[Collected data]
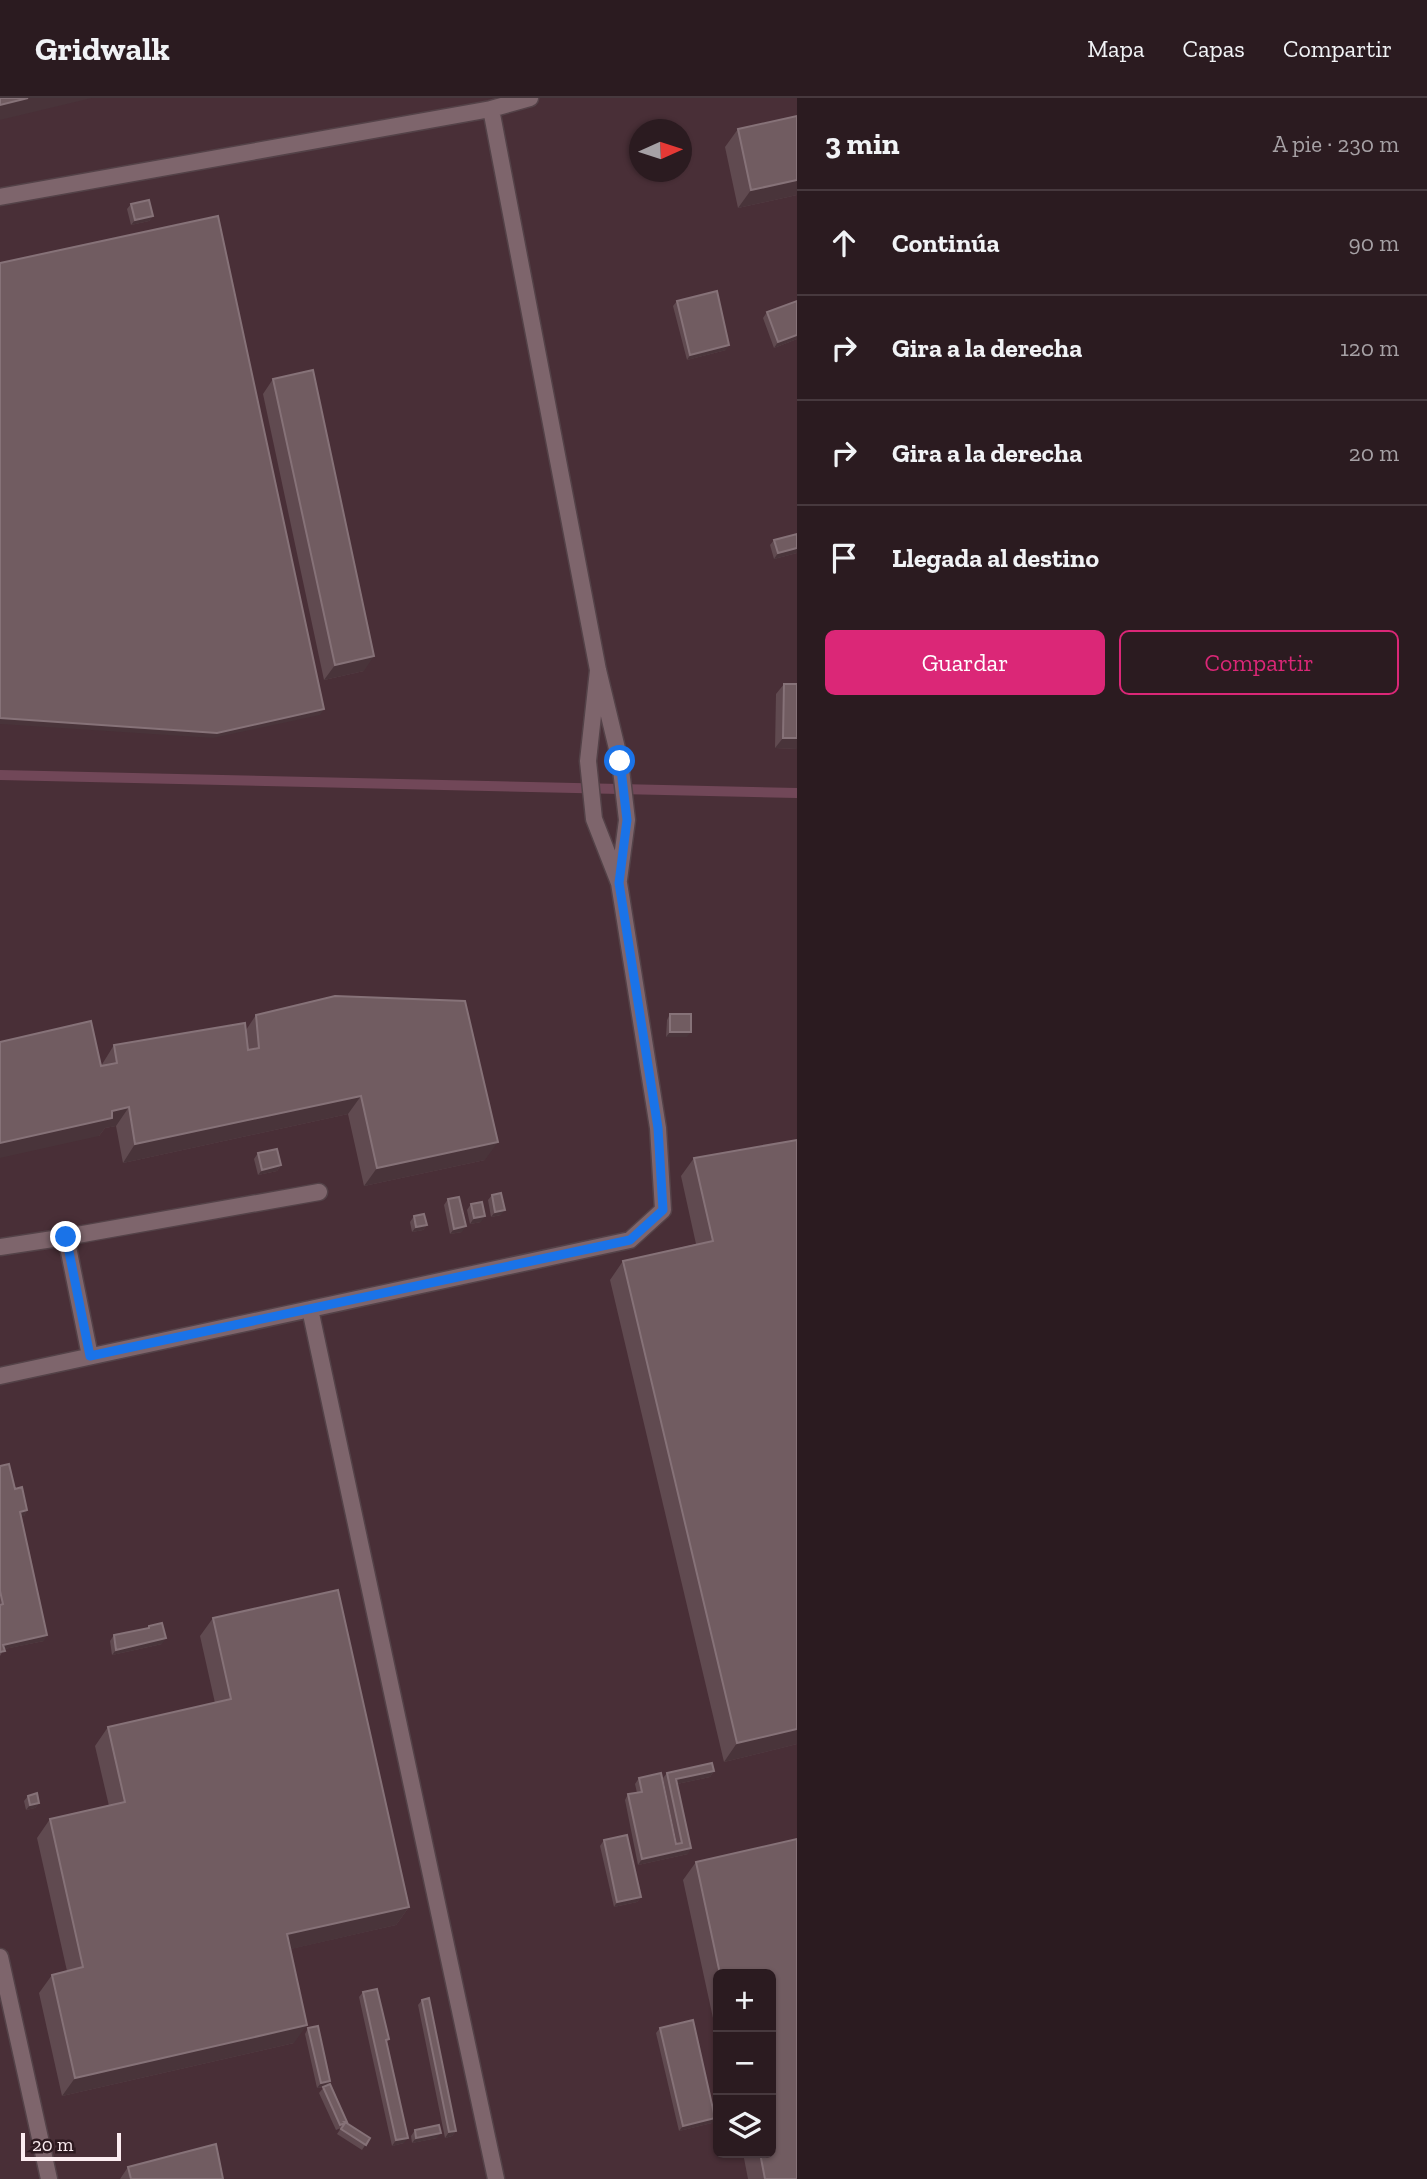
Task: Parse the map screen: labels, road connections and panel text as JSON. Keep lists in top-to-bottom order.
{
  "scale_bar": "20 m",
  "north": "right",
  "page": {
    "header": "Gridwalk",
    "nav": ["Mapa", "Capas", "Compartir"],
    "heading": ["3 min", "A pie · 230 m"],
    "list": [
      ["Continúa", "90 m"],
      ["Gira a la derecha", "120 m"],
      ["Gira a la derecha", "20 m"],
      "Llegada al destino"
    ],
    "buttons": ["Guardar", "Compartir"],
    "map_buttons": ["+", "−"],
    "scale": "20 m"
  }
}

#### Work instruction:
Although the records contain pictures, restate them word for word with those pictures left out.

#### Result of this task:
Task: Parse the map screen: labels, road connections and panel text as JSON. Keep lists in top-to-bottom order.
{
  "scale_bar": "20 m",
  "north": "right",
  "page": {
    "header": "Gridwalk",
    "nav": ["Mapa", "Capas", "Compartir"],
    "heading": ["3 min", "A pie · 230 m"],
    "list": [
      ["Continúa", "90 m"],
      ["Gira a la derecha", "120 m"],
      ["Gira a la derecha", "20 m"],
      "Llegada al destino"
    ],
    "buttons": ["Guardar", "Compartir"],
    "map_buttons": ["+", "−"],
    "scale": "20 m"
  }
}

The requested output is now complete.